Can't get past UNC_C2: train_naive_Bayes

I’m clearly missing something in this function. The unit test gives:

Wrong values for loglikelihood dictionary. Please check your implementation for the loglikelihood dictionary.
Wrong values for loglikelihood dictionary. Please check your implementation for the loglikelihood dictionary.
Wrong values for loglikelihood dictionary. Please check your implementation for the loglikelihood dictionary.
 12  Tests passed
 3  Tests failed

Looking back at previous threads and suggestions by paulinpaloalto for the word ‘smile’, I tested my outputs and get:

N_pos =  27547
N_neg =  27152
freqs_pos =  47
freqs_neg =  9
loglikelihood =  1.5584316115593073


where the freqs and loglikelihood are for ‘smile’. All of these are correct except for the loglikelihood which is off by a small margin.
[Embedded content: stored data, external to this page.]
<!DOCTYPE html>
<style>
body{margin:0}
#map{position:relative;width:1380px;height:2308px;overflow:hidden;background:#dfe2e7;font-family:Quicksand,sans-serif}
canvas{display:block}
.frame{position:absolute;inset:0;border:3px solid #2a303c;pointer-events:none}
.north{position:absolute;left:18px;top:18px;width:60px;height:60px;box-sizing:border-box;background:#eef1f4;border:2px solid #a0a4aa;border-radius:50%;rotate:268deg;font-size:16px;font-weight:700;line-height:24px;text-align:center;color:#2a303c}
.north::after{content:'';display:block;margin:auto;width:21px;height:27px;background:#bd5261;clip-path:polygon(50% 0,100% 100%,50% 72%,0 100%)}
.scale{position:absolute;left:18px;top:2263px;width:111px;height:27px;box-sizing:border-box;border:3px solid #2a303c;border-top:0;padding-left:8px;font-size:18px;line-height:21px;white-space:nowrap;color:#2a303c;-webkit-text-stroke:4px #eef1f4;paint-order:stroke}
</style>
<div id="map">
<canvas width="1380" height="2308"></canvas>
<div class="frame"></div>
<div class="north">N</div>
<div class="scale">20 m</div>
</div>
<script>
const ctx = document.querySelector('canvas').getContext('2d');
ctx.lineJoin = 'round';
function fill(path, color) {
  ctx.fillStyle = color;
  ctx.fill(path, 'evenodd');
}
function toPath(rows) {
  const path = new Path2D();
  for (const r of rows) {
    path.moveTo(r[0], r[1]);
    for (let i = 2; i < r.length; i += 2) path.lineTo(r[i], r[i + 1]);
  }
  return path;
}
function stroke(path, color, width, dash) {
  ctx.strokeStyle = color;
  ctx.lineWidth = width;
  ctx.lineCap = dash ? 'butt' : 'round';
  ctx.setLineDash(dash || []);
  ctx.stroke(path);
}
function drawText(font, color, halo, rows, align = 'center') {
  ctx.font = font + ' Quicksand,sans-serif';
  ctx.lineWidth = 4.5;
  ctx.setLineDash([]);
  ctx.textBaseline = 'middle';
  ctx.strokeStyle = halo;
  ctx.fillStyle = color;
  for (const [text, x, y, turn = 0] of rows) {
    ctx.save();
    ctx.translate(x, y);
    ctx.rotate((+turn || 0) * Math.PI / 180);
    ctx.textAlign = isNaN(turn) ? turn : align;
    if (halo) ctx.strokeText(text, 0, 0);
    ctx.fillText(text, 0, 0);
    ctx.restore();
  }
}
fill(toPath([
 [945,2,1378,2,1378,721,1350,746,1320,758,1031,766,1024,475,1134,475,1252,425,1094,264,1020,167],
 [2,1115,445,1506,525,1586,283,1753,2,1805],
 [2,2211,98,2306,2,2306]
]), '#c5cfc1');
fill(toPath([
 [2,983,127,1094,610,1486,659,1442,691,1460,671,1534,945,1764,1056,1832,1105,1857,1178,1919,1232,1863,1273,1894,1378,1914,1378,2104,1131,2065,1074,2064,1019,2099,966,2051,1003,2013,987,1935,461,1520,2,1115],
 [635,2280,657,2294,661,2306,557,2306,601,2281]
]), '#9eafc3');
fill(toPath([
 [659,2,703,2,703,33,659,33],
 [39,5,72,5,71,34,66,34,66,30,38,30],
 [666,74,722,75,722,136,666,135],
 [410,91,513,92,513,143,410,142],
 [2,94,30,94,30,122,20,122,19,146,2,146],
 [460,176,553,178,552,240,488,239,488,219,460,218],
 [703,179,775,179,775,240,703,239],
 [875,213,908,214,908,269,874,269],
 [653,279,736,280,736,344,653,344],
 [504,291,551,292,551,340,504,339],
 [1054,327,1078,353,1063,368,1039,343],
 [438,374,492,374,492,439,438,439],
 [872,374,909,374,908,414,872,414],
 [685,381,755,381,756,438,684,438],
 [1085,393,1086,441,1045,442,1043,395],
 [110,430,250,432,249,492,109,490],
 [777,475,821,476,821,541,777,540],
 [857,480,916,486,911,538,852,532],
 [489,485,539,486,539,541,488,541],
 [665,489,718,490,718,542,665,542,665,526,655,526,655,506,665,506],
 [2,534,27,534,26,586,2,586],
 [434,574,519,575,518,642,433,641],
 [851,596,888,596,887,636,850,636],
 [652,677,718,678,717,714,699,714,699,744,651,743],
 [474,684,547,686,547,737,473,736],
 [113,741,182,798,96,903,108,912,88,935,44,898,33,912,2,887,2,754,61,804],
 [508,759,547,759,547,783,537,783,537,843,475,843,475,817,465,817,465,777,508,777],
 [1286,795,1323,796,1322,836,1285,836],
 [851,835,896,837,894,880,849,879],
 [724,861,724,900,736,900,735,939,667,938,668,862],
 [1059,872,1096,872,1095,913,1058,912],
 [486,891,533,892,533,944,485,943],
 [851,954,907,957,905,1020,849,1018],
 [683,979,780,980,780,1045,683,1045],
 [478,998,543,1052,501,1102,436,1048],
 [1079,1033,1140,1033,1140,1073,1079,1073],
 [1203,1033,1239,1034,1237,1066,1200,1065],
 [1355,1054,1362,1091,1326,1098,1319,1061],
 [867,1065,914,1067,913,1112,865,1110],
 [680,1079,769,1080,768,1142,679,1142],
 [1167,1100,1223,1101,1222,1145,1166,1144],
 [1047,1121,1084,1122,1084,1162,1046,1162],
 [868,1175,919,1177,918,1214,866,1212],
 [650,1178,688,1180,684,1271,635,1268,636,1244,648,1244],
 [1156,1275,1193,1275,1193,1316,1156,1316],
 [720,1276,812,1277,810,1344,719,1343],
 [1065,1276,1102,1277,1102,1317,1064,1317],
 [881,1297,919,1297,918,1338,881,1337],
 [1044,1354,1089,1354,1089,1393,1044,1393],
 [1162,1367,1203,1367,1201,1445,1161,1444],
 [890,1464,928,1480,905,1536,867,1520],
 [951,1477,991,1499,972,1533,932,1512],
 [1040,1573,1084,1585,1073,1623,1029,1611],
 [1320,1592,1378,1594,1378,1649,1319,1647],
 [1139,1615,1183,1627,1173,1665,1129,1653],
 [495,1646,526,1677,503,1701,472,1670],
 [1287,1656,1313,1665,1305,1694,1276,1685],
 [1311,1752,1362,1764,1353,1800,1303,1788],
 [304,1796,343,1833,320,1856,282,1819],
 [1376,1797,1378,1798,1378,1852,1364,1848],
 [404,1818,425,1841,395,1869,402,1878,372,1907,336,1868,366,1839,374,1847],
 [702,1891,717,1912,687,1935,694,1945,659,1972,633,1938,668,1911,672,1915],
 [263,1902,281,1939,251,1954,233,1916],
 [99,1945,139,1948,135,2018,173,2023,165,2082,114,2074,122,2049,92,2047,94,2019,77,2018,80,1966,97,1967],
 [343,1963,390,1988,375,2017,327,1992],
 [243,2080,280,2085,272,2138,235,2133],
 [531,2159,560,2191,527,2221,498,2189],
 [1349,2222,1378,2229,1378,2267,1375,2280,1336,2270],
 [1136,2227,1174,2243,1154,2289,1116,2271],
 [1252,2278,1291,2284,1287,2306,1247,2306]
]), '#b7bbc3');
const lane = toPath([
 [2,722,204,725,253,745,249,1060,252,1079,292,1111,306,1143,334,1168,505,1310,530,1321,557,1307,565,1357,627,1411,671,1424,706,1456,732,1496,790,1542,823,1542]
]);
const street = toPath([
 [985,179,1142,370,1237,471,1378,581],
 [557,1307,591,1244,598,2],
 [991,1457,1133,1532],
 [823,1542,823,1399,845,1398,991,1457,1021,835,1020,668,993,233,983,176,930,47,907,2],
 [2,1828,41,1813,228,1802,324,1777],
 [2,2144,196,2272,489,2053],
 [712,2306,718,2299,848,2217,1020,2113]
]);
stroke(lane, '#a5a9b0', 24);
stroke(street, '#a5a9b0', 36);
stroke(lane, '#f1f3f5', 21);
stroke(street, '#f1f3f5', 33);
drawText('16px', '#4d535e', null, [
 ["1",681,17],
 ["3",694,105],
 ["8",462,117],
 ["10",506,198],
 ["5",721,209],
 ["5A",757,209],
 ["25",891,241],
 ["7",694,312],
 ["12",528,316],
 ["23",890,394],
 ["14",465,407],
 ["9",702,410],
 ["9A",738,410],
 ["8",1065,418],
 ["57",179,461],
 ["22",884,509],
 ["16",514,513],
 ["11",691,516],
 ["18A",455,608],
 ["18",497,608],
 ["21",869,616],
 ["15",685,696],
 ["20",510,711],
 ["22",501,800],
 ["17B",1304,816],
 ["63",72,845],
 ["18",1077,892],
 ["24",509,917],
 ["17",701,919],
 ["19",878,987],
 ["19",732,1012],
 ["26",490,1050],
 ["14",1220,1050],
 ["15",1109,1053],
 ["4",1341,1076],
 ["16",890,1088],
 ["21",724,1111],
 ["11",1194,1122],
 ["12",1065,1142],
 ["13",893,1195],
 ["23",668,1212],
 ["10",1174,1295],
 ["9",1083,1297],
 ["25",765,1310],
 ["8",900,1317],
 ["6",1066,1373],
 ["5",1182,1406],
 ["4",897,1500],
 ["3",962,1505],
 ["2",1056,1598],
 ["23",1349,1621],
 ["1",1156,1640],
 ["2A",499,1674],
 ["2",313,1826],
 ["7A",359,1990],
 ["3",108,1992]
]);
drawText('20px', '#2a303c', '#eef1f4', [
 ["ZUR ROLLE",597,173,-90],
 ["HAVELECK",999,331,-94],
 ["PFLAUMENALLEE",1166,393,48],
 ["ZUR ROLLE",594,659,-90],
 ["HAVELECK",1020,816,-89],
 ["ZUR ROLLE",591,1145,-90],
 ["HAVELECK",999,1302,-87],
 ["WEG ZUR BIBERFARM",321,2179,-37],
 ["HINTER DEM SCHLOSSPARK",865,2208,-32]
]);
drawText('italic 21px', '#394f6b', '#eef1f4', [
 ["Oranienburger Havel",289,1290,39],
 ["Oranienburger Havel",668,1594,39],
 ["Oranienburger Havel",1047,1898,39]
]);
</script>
I don’t understand how the loglikelihood can be wrong when the freq_pos, freq_neg, N_pos, N_neg, and V are correct and I’m using the Laplacian smoothing as instructed.

Any suggestions would be appreciated. Thanks!

I’ll add that while I can calculate V_pos, and V_neg (5804 and 5632 respectively as in prior posts) I don’t use them for anything. Are they supposed to be used? If so, can you point me to where?

Here are my outputs from the cell that tests train_naive_bayes:

V = 9165, len(wordlist) 11436
V: 9165, V_pos: 5804, V_neg: 5632, D: 8000, D_pos: 4000, D_neg: 4000, N_pos: 27547, N_neg: 27152
freq_pos for smile = 47
freq_neg for smile = 9
loglikelihood for smile = 1.5577981920239676

Notice that everything is the same except the actual loglikelihood value. A difference in the 3rd decimal place is not a rounding error: we’re doing 64 bit floating point here, so rounding errors are 10^{-16} or smaller.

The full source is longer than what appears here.